You never doubted my thoughts on suicidal hate

May 04, 2006 11:41

I've been crying all day and im sick of it. Mitch is about to go back to jail. Hes my best friend and yeah carl gets jelouse and doesnt like it when me and mitch are together but he can't hold us back becuase hes my brother. More of a brother than ryan will ever be to me. We get in our fights but withen 5 minutes we will get over it. Lindsey is going to JDC for two weeks so thats not to bad but shes really depressed and freaking out about court today. So this post is for mitch. Here goes:

You where the one that was there when i gave birth to Zaida, Carl, her dad, wasn't even there. You let me hold your hand even though it hurt, even though your hand was broken but we laughed becuase we where in such a great place for you to have a broken hand.

Where would i be without you bro? The times you took me in when i was kicked out of the house. When you had to help me snick back in to grab things for Zaida. You accepted me when no one else would. You said words that didn't make a sound but i trusted them becuase your eyes had trust in them. These words always make way to much sence.
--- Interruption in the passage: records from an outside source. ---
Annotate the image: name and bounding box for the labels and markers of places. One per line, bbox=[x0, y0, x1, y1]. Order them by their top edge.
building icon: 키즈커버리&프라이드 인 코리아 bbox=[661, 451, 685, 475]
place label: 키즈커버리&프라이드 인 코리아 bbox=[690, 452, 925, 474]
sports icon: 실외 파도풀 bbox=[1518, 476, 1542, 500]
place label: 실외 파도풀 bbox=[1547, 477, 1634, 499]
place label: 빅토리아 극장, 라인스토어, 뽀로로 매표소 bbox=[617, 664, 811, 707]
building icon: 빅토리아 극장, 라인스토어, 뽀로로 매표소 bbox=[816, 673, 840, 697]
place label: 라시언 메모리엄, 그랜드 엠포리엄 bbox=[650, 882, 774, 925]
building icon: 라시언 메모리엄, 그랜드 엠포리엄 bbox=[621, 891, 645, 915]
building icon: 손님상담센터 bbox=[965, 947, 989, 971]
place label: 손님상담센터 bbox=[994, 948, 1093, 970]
You are my newest project and im dedicated to you. I'm helping you get on your feet, if the court new this you wouldn't have to go. I was there when you feet where so tired of being stood apon and you had to lay down. I doctored your cuts and the mucus filled blisters on them wile you slept wile you couldn't take what the world gave you. I was there to help you take baby steps back outside once you heeled. I don't do that to everyone if they have no hope but i see it in your eyes. I wish you wouldn't take this gift for granted but i always forgive you.

I loved the times when you would wrap your arms around me at night. I didn't even need a blanket for comfort your arms where enough. You arms filled me with as much protection as a human can hold. I would pretend to be asleep so that you would relax and when you fell asleep i would touch your 'grandpa' hands. They always showed what you had been threw in the past. I know your past from your hands and you never even had to say a word of it.

I always wanted to tell you that i was yours for the taking. I knew i wasnt beautiful enough or what you where looking for but i always tried. Always making my good quilities stand out so maybe you would forget the bad. I hid my uglyness and dirt so maybe you would see me. You always saw me and i had to relize that we are not ment to be that i am your little sister and you love me to much to hurt me the way relationships do.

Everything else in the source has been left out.